Our laboratory uses the power of mouse genetics to study how neurons establish their connectivity patterns during development, and how they maintain and re-organize synapses in the adult brain. We employ a variety of experimental approaches ranging from imaging of specific genetically targeted neuronal types in intact circuits to behavioral analyses of mice engineered to have mutations in genes of interest or to manipulate synaptic communication with small molecules. Our primary model system is the dentate gyrus, a brain region that relays information essential for multiple cognitive tasks from the cerebral cortex to the hippocampus.

A part of our research program is focused on dissecting the mechanisms controlling transcription of synapse-related genes. The majority of these genes become activated when the developing brain starts receiving inputs from peripheral sensory neurons responding to light, odors, sounds, and mechanical stimuli. Experience also profoundly influences gene expression in the adult brain, and this process plays a critical role in learning and memory. We are interested in identifying transcriptional activators and repressors that sense neuronal activity and orchestrate global or cell-type-specific changes in their transcriptional profiles, and in elucidating the roles of these factors in synapse formation and information processing. 

A second major interest in our laboratory is in membrane trafficking. Neurons communicate with each other by secreting a variety of molecules including classical neurotransmitters, guidance cues, neuropeptides and trophic factors. These molecules are stored in specialized vesicular organelles that deliver and release cargo at distinct sites such as presynaptic boutons, tips of axons, and dendritic spines. We combine genetic methods with high-resolution time-lapse imaging of fluorescent reporters in live neurons to study the mechanisms underlying vesicle sorting, transport and exocytosis. 

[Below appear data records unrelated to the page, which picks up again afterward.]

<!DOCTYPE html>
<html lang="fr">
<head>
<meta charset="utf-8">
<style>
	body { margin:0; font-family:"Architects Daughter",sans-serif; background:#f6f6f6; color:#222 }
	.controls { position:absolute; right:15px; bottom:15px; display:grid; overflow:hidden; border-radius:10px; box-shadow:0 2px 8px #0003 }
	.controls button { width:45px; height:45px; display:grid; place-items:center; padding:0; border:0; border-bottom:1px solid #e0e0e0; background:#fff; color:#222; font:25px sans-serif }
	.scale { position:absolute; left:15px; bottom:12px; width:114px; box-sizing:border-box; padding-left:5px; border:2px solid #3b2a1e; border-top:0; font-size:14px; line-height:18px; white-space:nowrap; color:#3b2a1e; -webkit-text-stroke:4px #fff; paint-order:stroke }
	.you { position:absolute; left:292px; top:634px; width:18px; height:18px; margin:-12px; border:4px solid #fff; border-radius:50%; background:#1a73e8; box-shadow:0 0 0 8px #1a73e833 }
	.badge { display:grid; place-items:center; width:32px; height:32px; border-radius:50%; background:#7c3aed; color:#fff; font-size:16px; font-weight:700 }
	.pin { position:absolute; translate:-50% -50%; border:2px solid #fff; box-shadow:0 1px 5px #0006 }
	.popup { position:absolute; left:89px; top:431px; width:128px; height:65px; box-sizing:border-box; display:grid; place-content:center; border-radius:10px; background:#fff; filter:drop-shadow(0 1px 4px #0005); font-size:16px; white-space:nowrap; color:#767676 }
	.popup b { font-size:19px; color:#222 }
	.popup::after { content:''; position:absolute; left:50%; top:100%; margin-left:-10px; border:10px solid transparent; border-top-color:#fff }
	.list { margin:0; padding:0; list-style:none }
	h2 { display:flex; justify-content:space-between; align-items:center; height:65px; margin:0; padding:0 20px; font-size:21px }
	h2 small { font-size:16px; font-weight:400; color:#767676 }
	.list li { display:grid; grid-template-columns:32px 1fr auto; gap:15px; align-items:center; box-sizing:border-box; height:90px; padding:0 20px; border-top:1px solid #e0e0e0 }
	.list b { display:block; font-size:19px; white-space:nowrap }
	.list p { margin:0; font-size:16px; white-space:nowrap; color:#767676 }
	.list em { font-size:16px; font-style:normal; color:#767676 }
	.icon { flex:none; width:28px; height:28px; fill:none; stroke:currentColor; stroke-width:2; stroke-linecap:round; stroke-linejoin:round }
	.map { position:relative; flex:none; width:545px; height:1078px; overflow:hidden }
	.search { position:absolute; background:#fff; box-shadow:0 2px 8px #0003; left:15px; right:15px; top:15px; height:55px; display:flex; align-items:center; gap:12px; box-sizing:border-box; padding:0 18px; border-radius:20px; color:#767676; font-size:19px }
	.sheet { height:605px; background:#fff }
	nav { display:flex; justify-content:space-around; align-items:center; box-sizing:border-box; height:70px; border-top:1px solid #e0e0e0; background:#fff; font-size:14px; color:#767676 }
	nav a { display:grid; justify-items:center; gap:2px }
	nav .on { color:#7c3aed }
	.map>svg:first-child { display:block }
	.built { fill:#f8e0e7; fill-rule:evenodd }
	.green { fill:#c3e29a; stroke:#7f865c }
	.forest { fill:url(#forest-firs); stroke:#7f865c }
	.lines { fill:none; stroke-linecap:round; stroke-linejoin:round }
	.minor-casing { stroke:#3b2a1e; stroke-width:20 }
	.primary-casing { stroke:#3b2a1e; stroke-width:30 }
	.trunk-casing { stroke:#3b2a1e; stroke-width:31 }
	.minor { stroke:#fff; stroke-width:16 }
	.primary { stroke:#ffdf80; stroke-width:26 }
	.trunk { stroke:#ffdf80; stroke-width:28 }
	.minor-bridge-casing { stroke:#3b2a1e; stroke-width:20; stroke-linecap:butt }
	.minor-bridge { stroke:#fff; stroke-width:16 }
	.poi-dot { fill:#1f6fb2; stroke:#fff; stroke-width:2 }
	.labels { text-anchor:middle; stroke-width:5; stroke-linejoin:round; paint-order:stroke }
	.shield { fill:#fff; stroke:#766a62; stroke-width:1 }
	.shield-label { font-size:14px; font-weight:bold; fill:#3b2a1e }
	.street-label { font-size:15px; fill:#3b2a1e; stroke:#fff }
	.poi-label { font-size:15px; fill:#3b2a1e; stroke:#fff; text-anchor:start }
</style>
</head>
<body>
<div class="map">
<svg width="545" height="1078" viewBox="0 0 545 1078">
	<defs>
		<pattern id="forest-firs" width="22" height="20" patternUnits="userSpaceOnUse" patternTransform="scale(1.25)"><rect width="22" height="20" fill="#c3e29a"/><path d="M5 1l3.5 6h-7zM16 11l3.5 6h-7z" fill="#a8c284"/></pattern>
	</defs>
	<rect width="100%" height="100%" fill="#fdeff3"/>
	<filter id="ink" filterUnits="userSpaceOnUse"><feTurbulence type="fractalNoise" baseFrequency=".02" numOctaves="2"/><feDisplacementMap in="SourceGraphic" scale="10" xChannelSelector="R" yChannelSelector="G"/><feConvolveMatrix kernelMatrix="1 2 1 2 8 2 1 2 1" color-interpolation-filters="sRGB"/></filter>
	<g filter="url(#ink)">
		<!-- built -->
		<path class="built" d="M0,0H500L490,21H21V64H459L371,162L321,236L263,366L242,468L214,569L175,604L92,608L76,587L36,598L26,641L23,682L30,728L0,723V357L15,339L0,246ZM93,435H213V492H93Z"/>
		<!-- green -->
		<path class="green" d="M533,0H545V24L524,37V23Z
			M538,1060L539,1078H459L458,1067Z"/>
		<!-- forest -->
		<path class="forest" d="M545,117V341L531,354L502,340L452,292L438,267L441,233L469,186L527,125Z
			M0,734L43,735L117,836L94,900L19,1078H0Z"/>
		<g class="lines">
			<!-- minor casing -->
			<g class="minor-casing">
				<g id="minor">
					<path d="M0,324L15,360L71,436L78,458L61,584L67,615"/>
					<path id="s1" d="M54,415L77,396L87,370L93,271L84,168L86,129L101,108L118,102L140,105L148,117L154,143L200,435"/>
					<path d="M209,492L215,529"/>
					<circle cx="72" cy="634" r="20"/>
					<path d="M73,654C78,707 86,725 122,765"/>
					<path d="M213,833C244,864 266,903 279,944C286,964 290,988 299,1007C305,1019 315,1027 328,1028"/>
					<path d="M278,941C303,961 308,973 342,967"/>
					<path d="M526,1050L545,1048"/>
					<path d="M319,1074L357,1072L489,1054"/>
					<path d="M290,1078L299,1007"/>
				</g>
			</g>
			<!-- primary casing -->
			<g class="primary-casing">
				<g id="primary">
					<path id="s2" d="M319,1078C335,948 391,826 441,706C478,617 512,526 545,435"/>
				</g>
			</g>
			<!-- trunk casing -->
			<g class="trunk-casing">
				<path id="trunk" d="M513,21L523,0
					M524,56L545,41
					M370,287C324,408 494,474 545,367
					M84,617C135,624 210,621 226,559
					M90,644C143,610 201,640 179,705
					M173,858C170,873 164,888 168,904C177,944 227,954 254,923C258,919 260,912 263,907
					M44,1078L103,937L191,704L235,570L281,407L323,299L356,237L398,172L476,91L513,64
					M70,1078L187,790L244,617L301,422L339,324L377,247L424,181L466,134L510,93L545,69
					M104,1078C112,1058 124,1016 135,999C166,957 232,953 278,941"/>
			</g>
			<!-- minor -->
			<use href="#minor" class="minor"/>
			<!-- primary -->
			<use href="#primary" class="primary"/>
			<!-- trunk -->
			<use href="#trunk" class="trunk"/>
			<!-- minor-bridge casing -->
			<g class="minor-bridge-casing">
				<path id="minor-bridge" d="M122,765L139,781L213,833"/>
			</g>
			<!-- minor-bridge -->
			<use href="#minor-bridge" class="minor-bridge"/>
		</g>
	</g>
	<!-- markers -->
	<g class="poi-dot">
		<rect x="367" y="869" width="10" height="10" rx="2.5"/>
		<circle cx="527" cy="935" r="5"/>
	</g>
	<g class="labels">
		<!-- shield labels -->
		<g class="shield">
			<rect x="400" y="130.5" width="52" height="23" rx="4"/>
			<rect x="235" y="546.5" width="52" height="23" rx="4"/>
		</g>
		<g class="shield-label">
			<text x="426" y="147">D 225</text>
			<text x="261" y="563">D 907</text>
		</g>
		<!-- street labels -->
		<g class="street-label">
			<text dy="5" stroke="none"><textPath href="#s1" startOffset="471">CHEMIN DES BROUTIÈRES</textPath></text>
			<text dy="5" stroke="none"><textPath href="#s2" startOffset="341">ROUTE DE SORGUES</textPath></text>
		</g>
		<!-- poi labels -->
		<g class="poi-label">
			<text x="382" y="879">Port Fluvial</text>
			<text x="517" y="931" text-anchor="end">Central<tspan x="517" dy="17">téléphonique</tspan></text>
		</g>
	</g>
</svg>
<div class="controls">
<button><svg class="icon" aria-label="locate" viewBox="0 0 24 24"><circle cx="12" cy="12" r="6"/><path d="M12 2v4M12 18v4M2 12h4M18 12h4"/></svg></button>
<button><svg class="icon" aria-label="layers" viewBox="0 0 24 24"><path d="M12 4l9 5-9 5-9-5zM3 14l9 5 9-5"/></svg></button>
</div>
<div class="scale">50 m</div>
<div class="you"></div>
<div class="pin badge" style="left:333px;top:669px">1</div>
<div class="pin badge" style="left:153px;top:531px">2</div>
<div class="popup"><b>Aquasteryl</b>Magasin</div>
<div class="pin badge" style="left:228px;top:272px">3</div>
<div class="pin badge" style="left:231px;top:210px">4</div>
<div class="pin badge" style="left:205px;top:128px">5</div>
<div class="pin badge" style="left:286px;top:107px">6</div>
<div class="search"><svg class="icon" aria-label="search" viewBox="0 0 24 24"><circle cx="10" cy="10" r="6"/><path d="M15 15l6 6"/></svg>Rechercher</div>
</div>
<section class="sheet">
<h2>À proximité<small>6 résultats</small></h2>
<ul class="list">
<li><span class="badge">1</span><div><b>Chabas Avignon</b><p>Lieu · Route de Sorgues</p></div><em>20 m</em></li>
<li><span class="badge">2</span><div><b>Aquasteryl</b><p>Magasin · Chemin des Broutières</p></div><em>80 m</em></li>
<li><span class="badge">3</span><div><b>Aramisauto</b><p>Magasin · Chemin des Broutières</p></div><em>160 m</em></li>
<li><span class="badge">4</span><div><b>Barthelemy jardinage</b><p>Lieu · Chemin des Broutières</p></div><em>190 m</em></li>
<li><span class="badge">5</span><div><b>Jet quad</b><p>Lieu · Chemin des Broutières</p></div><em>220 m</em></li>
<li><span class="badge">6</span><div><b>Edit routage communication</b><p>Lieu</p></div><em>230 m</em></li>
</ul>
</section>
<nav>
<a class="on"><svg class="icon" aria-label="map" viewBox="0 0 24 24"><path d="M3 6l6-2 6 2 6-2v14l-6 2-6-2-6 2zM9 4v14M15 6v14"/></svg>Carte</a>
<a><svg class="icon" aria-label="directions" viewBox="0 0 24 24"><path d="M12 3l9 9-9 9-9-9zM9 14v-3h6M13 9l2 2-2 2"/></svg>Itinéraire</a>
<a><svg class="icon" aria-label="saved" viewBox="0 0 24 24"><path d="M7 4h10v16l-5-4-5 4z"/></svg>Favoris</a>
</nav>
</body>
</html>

The progress of contemporary neurobiology depends on continuous development of new tools for targeting discrete structurally and functionally diverse neuronal populations in the brain, controlling their activity, and monitoring the outcomes of these manipulations at molecular, cellular and systems levels. We design and improve such tools for our own research, and freely distribute them to the neuroscience community around the globe.